Personal information
- Full name: Trent Barrett
- Born: 18 November 1977 (age 48) Temora, New South Wales, Australia
- Height: 183 cm (6 ft 0 in)
- Weight: 94 kg (14 st 11 lb)

Playing information
- Position: Five-eighth, Halfback
Club
| Years | Team | Pld | T | G | FG | P |
| 1996–98 | Illawarra Steelers | 45 | 30 | 0 | 2 | 122 |
| 1999–06 | St. George Illawarra | 154 | 47 | 0 | 5 | 193 |
| 2007–08 | Wigan Warriors | 60 | 26 | 0 | 5 | 109 |
| 2009–10 | Cronulla Sharks | 36 | 5 | 0 | 3 | 23 |
|  | Total | 295 | 108 | 0 | 15 | 447 |
Representative
| Years | Team | Pld | T | G | FG | P |
| 2003–05 | Country Origin | 2 | 2 | 0 | 0 | 8 |
| 1997–10 | New South Wales | 11 | 3 | 0 | 1 | 13 |
| 1997–05 | Australia | 15 | 7 | 0 | 0 | 28 |

Coaching information
Club
| Years | Team | Gms | W | D | L | W% |
| 2016–18 | Manly Sea Eagles | 73 | 29 | 0 | 44 | 40 |
| 2021–22 | Canterbury Bulldogs | 34 | 5 | 0 | 29 | 15 |
| 2024 | Parramatta Eels | 14 | 4 | 0 | 10 | 29 |
|  | Total | 121 | 38 | 0 | 83 | 31 |
Representative
| Years | Team | Gms | W | D | L | W% |
| 2012–15 | Country Origin | 4 | 2 | 1 | 1 | 50 |
| 2014–16 | Italy | 1 | 1 | 0 | 0 | 100 |
- Source: As of 27 May 2024

= Trent Barrett =

Australian RL coach and former Australia international rugby league footballer

Trent Barrett (born 18 November 1977) is an Australian professional rugby league football coach who is currently the assistant coach of the Brisbane Broncos and a former professional rugby league footballer who played in the 1990s, 2000s and 2010s.

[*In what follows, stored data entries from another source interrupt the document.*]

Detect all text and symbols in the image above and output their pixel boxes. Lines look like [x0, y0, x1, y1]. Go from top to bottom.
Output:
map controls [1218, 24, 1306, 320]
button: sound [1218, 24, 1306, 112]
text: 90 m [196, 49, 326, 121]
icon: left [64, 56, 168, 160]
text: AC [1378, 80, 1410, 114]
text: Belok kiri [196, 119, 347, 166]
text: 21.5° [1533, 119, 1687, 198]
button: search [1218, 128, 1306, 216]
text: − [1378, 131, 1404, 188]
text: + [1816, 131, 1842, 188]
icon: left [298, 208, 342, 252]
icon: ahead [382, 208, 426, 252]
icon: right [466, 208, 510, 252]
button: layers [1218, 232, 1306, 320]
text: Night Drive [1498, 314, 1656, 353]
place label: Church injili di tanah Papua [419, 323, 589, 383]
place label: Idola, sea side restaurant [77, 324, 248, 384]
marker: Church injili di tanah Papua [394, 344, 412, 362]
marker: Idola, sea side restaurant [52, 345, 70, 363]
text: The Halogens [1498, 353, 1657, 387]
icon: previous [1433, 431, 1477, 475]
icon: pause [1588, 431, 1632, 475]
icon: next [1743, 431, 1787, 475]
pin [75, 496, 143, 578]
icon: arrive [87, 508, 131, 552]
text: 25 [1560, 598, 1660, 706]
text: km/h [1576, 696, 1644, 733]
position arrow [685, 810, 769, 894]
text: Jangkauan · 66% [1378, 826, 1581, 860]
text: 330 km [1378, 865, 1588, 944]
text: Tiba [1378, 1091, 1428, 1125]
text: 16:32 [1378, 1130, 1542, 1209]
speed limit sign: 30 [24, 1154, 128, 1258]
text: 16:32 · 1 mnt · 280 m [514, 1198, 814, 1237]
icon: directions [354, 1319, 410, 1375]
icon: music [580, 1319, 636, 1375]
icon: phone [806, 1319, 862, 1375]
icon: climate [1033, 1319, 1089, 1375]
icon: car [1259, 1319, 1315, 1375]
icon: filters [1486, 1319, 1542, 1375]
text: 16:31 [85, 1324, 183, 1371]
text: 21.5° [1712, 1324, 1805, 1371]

He was previously the head coach of the Manly-Warringah Sea Eagles and Canterbury-Bankstown Bulldogs in the National Rugby League (NRL). A former Australia international and New South Wales State of Origin representative , he played during the 1990s and 2000s for the Illawarra Steelers before they formed a joint venture with St. George to create the St. George Illawarra Dragons, with whom he won the 2000 Dally M Medal. Barrett also had a two-season spell in the Super League with England's Wigan and was named in 2007's Super League Dream Team before finishing his career back in Australia with the Cronulla-Sutherland Sharks. After co-coaching the St George Illawarra under 20s side and coaching the Country New South Wales rugby league team for four seasons Barrett started coaching in the NRL with the Sea Eagles.

==Background==
Barrett was born in Temora, New South Wales on 18 November 1977. He is a cousin of Australian rules footballers Luke Breust and Jake Barrett, NRL footballer Liam Martin and Australian water polo player Anthony Martin.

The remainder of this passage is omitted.